**YOUR INSTRUCTIONS**
Search the listing for the string "data" and copy every line that contains it.

EXTRACTED MATERIAL Block Start

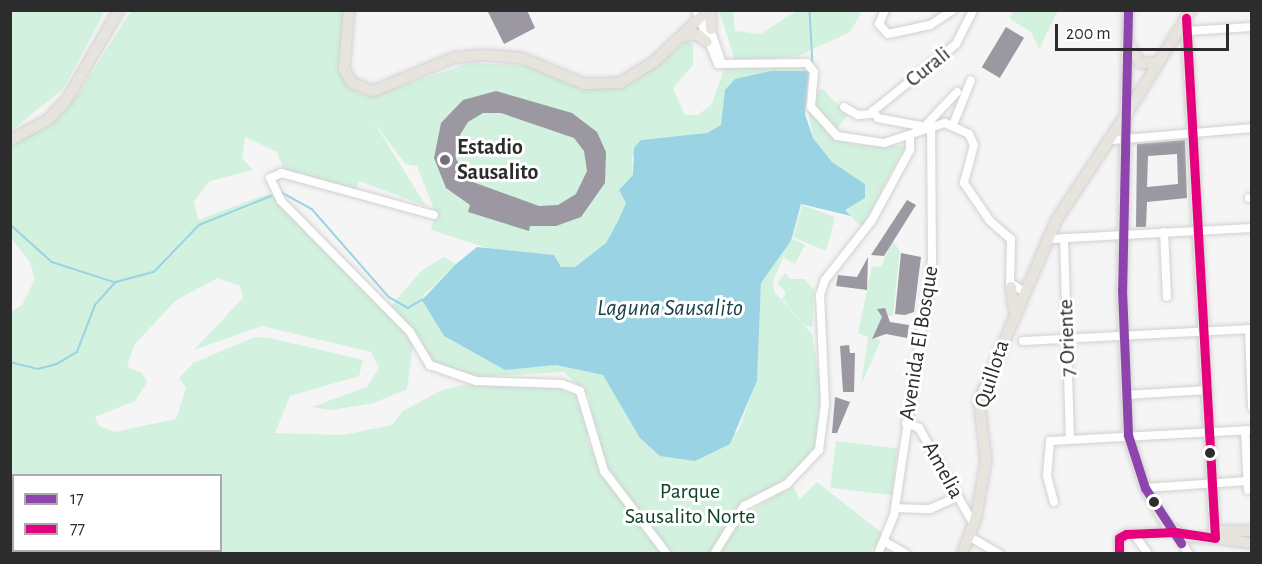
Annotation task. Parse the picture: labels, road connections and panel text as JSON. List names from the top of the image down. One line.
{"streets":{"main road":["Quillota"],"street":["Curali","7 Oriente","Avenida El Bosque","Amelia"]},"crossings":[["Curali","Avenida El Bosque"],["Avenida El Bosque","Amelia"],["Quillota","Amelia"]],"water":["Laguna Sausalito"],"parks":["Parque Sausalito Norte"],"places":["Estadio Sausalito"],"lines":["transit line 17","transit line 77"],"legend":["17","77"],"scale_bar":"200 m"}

EXTRACTED MATERIAL Block End
EXTRACTED MATERIAL Block Start

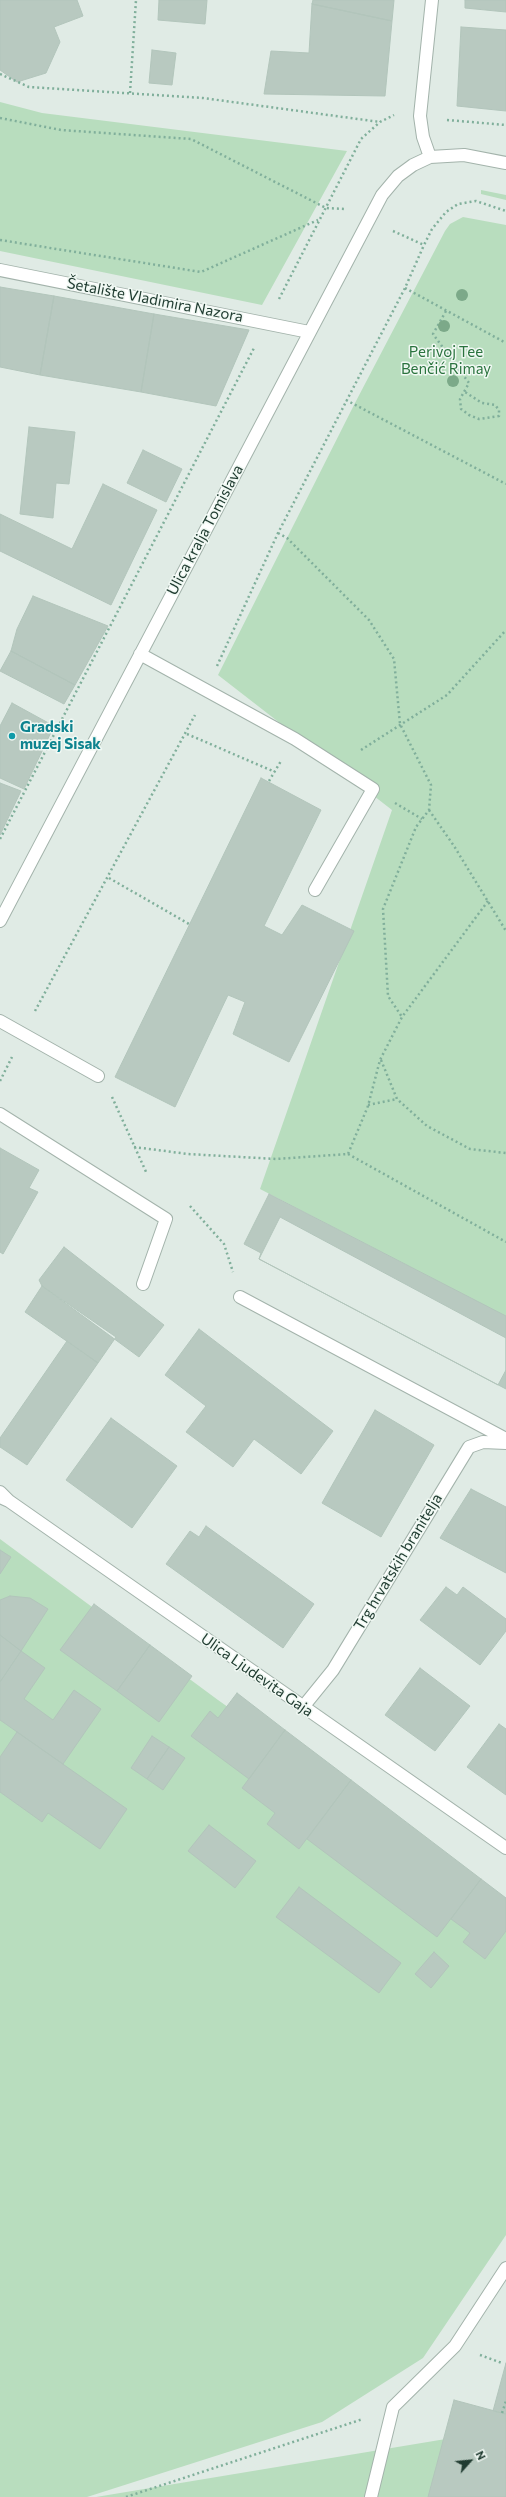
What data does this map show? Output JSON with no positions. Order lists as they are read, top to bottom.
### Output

EXTRACTED MATERIAL Block End
EXTRACTED MATERIAL Block Start

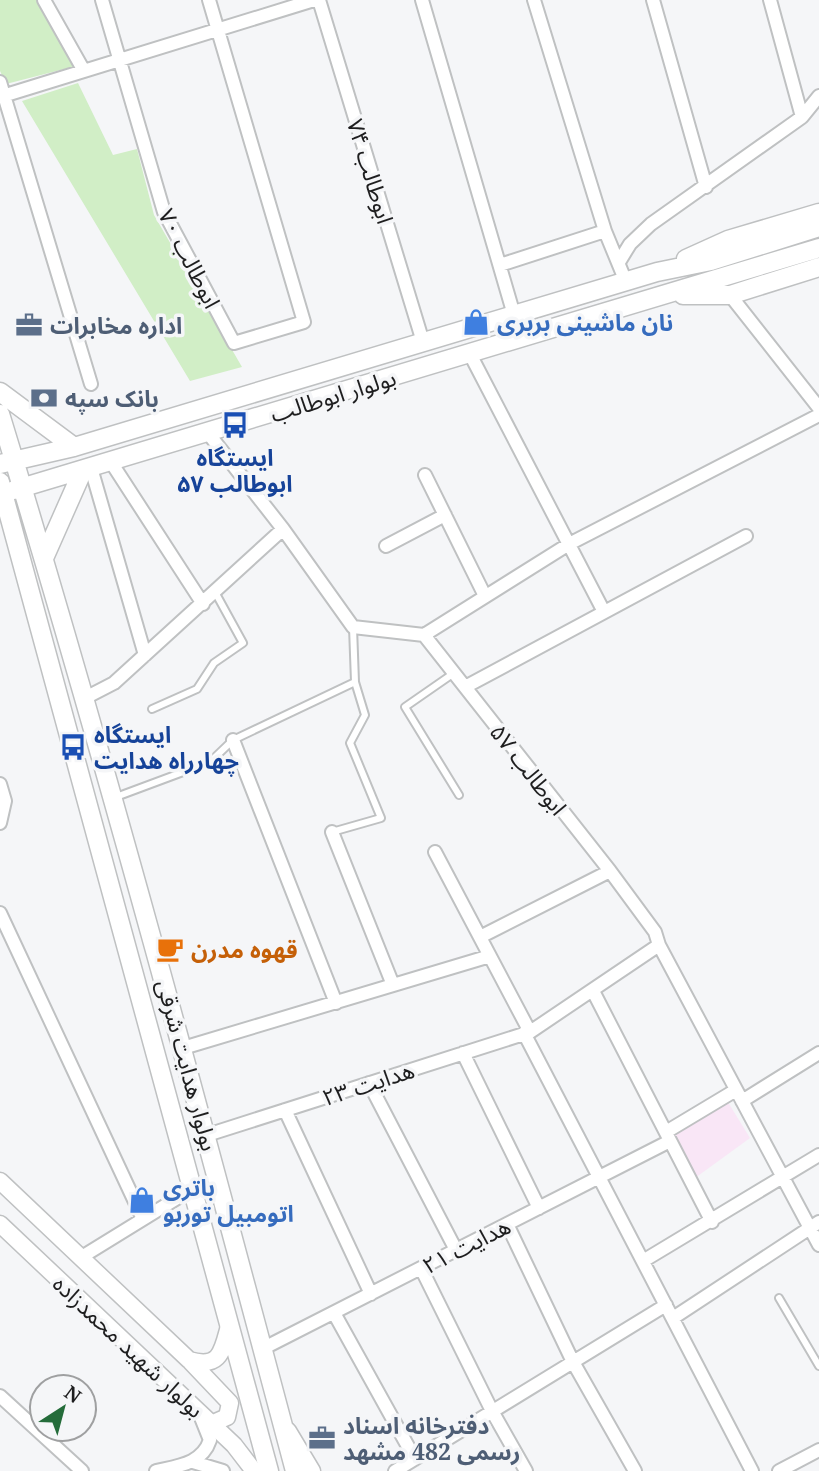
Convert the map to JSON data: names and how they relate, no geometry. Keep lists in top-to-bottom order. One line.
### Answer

EXTRACTED MATERIAL Block End

**TASK ANSWER**
What data does this map show? Output JSON with no positions. Order lists as they are read, top to bottom.
Convert the map to JSON data: names and how they relate, no geometry. Keep lists in top-to-bottom order. One line.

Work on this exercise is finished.